Verizon's fixed-mobile service uses a combination of 4G LTE and 5G, and will target the largest markets outside of its Fios territory.

Verizon keynote 2019 with 5G logo
Angela Lang/CNET

Verizon's expansion of its 5G network on Jan. 19 won't just increase speeds on the go. The carrier has also been increasing its coverage for home internet, and in two weeks, coverage will extend to nearly 20 million customers, Chief Technology Officer Kyle Malady said in an interview on Tuesday.

The update is an increase from the carrier's previously stated plans to offer home internet over 4G LTE or millimeter-wave 5G to 15 million customers by the end of 2021. 

Verizon's home internet service translates the mobile network signals to Wi-Fi, allowing folks to get the same high speeds they experience on the go on their computers, TVs and other home devices. The expansion of the carrier's 5G service with the activation of the so-called C-band frequencies on Jan. 19 will allow more customers to access those speeds as part of a home internet service.

The wider reach of its home internet service potentially gives millions of customers an additional -- or even first -- option for broadband service, something millions of Americans still don't have access to. Verizon's upgrade also allows the company to catch up with rival T-Mobile, which has already been using a similar frequency of spectrum and has rolled out its own 5G-based home internet service over the last year. 

When connected to 5G Home, what Verizon calls its home internet service that is available over 5G, the carrier says that people can expect "typical" download speeds around 300 Mbps and peaks up to 1 gigabit per second. These are comparable to the speeds offered by the wired fiber-optic Verizon Fios service. 
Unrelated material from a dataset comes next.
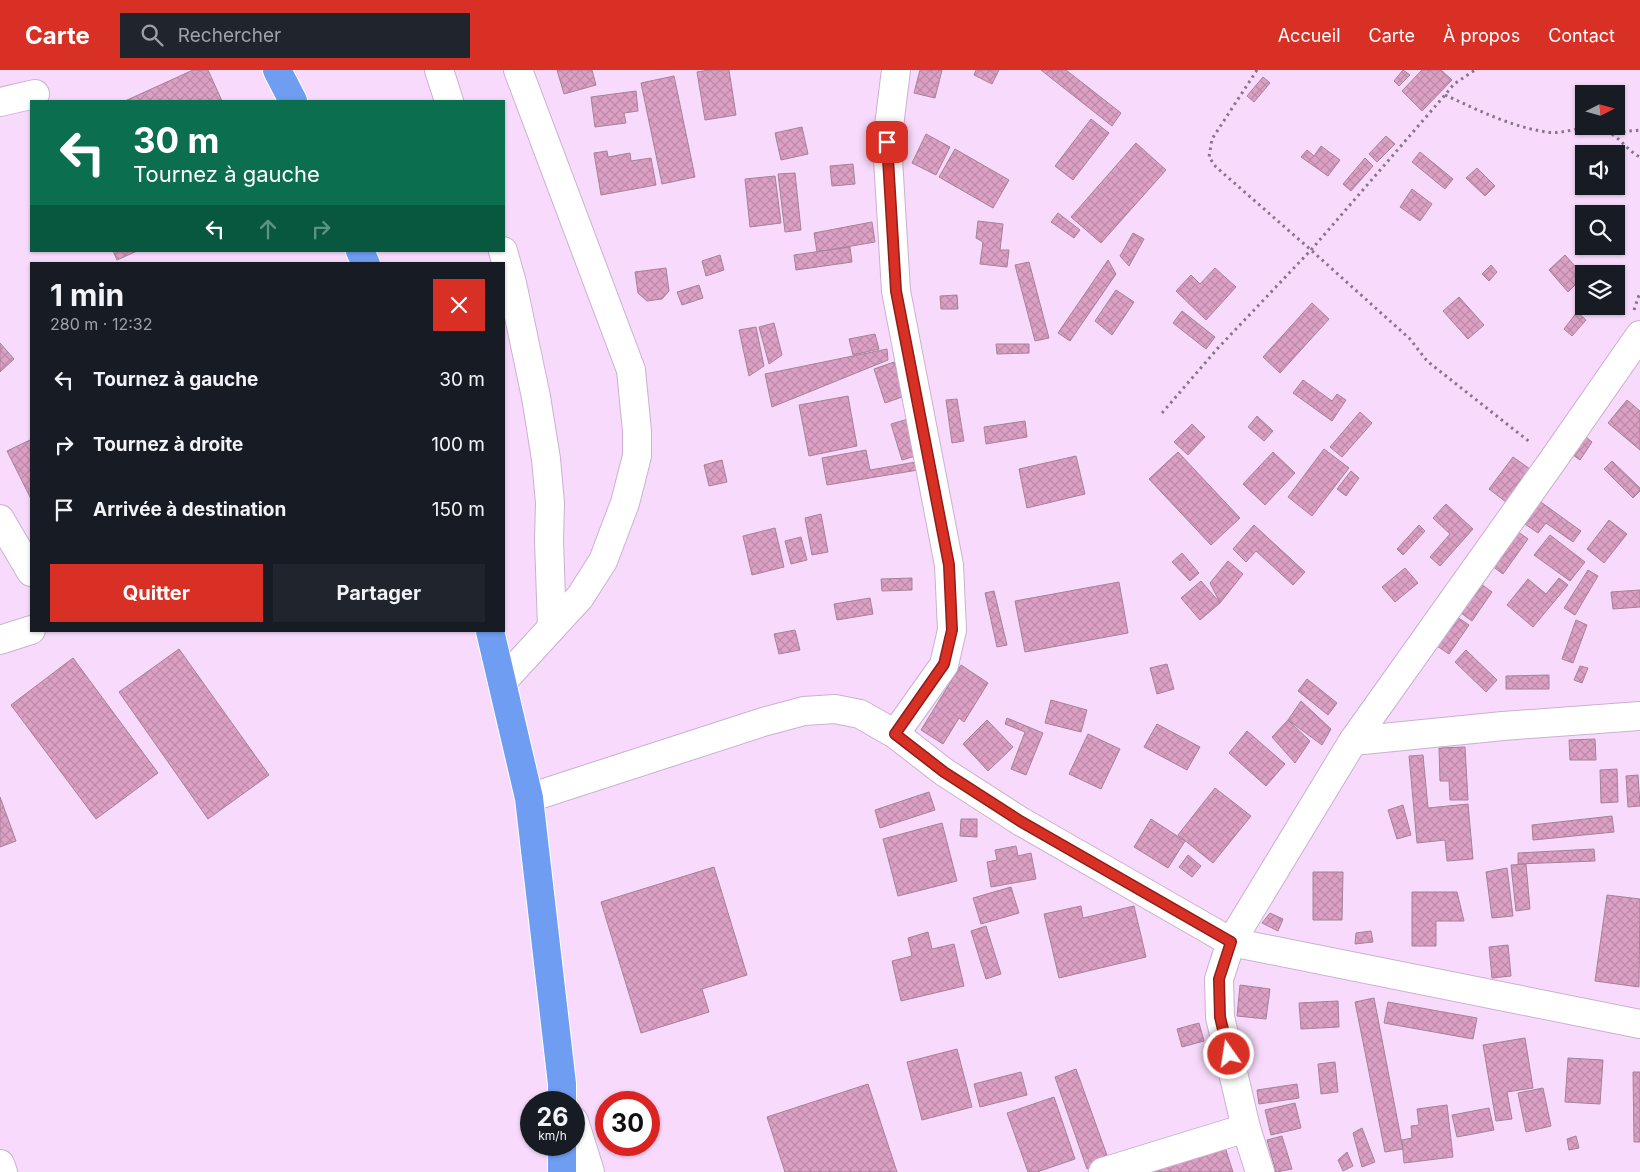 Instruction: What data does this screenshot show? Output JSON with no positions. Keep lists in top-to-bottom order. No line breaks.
{"north":"right","page":{"header":"Carte","search":"Rechercher","nav":["Accueil","Carte","À propos","Contact"],"turn":["30 m","Tournez à gauche"],"heading":["1 min","280 m · 12:32"],"list":[{"name":"Tournez à gauche","value":"30 m"},{"name":"Tournez à droite","value":"100 m"},{"name":"Arrivée à destination","value":"150 m"}],"buttons":["Quitter","Partager"],"speed":"26 km/h","limit":"30"}}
Verizon has no data caps for its home internet service, and taxes and fees are included in its starting price of $50 per month (with automatic payments enabled). To attract subscribers, the carrier has been bundling a host of perks, including Google Nest devices, price lock guarantees and even a free first month of service. On Tuesday, it added a new incentive for those with its Do More, Play More or Get More wireless plans, allowing them to save 50% on the monthly cost of 5G Home if they have both services.

The perks show the long road Verizon has ahead as it looks to add 5G Home customers. The service had around 150,000 subscribers split between consumers and businesses, Verizon executive vice president Matt Ellis said during the carrier's third-quarter 2021 earnings call (PDF transcript).

The expanded 5G Home customer base will be spread across many of the country's largest cities included in the C-band rollout, including Los Angeles, Chicago, San Francisco, Seattle and Miami. The coverage will also expand over many (but not all) of the 46 partial economic areas, or PEAs, that are covered by Verizon C-band, mmWave and 4G LTE networks. 

More cities and PEAs will be added over time, though Verizon did say that the service won't come to areas where it already offers wired Fios high-speed internet. The carrier hasn't announced plans to offer its wireless internet service to households that are in areas with Fios but don't have access to it, as currently, only one market in the Niagara Falls/Buffalo, NY area offers both home connectivity services.

Along with AT&T, Verizon had previously expected to flip the switch on C-band on Jan. 5, but both agreed to a last-minute deal with the Federal Aviation Administration to delay its activation for two weeks. In that time, all parties will address concerns that the 3.7-3.8GHz frequencies used by the carriers in their C-band 5G networks might interfere with aviation instruments.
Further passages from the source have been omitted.